About 90,000 Bexar County property owners have just filed protests over tax appraisal increases.

The hearings have already started for people who want to make their case and bring those numbers down.

Timothy and Lydia Tucker bought a home near Woodlawn Lake 12 years ago and they had hoped to retire there, but the modest, rambling structure built in 1949 is now valued at more than $400,000.

The Tuckers said the sharp stick of the increase is putting the American dream of owning this home out of reach.

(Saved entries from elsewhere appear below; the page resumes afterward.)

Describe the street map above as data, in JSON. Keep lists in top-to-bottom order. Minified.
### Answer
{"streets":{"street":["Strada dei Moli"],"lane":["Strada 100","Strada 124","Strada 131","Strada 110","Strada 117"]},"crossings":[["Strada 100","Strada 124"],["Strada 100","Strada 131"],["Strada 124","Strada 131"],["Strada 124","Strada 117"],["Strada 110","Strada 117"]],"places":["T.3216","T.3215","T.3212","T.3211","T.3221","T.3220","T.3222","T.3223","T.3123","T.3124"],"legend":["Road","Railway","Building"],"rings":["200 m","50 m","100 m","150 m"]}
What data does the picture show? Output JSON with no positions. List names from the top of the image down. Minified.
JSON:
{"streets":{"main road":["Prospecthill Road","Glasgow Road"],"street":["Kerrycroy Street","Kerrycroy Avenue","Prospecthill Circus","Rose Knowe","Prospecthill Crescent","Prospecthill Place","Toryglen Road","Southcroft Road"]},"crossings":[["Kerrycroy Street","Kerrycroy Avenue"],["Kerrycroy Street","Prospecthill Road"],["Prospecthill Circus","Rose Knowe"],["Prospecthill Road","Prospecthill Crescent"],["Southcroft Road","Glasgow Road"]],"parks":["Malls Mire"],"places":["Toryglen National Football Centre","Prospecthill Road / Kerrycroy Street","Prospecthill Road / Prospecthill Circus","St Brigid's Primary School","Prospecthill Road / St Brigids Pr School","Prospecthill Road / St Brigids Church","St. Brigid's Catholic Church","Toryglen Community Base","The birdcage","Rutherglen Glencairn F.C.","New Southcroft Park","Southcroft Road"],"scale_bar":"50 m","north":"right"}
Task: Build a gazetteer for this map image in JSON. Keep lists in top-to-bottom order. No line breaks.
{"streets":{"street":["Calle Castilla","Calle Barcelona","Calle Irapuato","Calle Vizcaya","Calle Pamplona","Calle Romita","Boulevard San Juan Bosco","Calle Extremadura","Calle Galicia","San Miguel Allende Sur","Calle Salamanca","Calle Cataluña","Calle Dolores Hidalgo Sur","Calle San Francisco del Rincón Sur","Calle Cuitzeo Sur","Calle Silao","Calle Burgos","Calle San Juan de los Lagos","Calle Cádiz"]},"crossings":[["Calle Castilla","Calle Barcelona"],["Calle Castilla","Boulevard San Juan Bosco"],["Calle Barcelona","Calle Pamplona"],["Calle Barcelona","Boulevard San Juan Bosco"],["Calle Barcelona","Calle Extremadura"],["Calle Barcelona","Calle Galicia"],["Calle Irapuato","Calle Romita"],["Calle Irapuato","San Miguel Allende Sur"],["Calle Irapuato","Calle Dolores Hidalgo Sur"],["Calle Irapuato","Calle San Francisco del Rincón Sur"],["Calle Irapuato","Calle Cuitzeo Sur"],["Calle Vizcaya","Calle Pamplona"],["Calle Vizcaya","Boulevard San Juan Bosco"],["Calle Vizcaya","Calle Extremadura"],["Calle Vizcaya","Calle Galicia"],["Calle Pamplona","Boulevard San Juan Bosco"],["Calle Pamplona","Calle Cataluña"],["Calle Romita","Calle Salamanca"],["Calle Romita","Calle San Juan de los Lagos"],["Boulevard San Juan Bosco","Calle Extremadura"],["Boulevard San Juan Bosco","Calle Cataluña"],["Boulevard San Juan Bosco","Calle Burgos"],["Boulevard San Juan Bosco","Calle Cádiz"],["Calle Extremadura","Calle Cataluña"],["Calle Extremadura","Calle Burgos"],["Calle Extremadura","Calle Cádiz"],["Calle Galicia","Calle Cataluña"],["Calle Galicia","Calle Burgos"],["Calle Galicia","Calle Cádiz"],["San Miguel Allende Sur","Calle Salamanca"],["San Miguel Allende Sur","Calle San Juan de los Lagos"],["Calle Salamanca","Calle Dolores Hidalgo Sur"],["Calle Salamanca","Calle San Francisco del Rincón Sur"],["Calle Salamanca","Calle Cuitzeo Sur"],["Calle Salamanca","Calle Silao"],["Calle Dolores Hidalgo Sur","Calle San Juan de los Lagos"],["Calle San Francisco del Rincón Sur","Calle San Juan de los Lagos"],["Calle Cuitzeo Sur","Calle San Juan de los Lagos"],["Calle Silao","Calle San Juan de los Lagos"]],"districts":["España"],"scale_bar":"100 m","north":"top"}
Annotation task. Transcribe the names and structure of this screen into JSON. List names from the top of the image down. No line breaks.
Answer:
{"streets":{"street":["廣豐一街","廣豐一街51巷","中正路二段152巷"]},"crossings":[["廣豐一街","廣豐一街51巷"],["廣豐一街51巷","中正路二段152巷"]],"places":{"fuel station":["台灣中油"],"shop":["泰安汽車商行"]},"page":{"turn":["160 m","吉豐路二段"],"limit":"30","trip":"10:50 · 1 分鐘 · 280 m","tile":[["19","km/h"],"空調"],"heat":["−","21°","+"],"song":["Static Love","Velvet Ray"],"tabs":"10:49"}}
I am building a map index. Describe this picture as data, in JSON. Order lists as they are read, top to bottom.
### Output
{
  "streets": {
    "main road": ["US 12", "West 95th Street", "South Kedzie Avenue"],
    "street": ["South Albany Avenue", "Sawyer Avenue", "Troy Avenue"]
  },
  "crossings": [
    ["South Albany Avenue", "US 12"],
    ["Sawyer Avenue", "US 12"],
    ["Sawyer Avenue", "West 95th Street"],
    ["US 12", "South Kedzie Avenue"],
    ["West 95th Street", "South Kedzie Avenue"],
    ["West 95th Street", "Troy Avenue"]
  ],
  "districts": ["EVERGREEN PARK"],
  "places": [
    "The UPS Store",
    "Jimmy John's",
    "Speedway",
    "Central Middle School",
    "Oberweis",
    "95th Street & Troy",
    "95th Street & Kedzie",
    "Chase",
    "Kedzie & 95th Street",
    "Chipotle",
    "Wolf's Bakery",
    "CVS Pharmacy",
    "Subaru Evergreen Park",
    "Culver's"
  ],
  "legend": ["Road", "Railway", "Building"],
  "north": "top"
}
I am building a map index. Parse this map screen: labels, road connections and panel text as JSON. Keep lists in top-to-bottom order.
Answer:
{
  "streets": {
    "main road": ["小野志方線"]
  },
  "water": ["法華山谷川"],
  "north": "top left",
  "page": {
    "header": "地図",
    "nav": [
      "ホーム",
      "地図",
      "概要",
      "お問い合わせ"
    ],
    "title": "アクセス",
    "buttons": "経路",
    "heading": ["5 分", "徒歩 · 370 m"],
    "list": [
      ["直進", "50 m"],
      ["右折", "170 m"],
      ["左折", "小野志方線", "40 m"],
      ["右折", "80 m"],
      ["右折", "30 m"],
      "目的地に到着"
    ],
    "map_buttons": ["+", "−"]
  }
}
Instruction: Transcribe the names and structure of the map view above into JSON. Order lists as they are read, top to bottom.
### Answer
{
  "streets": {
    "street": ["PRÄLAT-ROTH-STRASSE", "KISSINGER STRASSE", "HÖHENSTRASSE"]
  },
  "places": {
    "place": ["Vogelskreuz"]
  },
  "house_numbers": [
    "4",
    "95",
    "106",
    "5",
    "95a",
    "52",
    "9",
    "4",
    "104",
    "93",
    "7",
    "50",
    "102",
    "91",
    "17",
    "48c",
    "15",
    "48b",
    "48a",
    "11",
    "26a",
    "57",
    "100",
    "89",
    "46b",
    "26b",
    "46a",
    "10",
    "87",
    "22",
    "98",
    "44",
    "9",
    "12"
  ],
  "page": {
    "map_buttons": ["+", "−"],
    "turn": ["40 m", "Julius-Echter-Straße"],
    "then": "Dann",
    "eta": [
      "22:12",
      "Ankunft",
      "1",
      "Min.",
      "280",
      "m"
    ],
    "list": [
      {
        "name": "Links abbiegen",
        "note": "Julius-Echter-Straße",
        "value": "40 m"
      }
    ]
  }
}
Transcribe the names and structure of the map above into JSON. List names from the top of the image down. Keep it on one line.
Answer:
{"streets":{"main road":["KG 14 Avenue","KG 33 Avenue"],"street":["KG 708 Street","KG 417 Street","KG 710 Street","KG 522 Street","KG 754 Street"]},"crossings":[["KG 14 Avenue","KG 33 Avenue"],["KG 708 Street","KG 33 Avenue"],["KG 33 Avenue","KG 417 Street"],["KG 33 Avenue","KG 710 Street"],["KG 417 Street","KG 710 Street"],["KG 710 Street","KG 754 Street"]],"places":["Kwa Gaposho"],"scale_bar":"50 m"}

Timothy Tucker said “We're thinking we cannot retire in the home that was going to be our retirement home.”

Timothy said their tax bill will now be more than $10,000 per year, so the small reduction they won at an informal hearing Tuesday is not much help.

“We got $300 worth of relief today, which is no relief,” Timothy said.

Lydia Tucker said “I retired because of chronic health issues, otherwise, I'd still be working. This is such a burden. It's a matter of do we pay the property taxes or do we pay the doctors and medications. We can't do both.”

The Tuckers said when they looked at sales figures for homes in the neighborhood, they decided taking their case to the level of a formal hearing would be a waste of time.

“Based on square footage, age and condition, it seemed fair, so I thought I guess, we might as well try selling and buying something more modest,” Timothy said.

New homeowner Chris Shaw bought a home outside Loop 1604 earlier this year.

Shaw did not get as much of discount as he wanted at his informal hearing Tuesday, but he said he was happy with the process.

“This is the first time I've ever gone through this process,” Shaw said and he said he would do it again.

“I had absolutely no idea how to do this process so I filled out the form online, got an informal hearing letter in the mail and it told me to arrive on this date and time and I proceeded to try and win my case,” Shaw said.
Shaw called it a great learning experience.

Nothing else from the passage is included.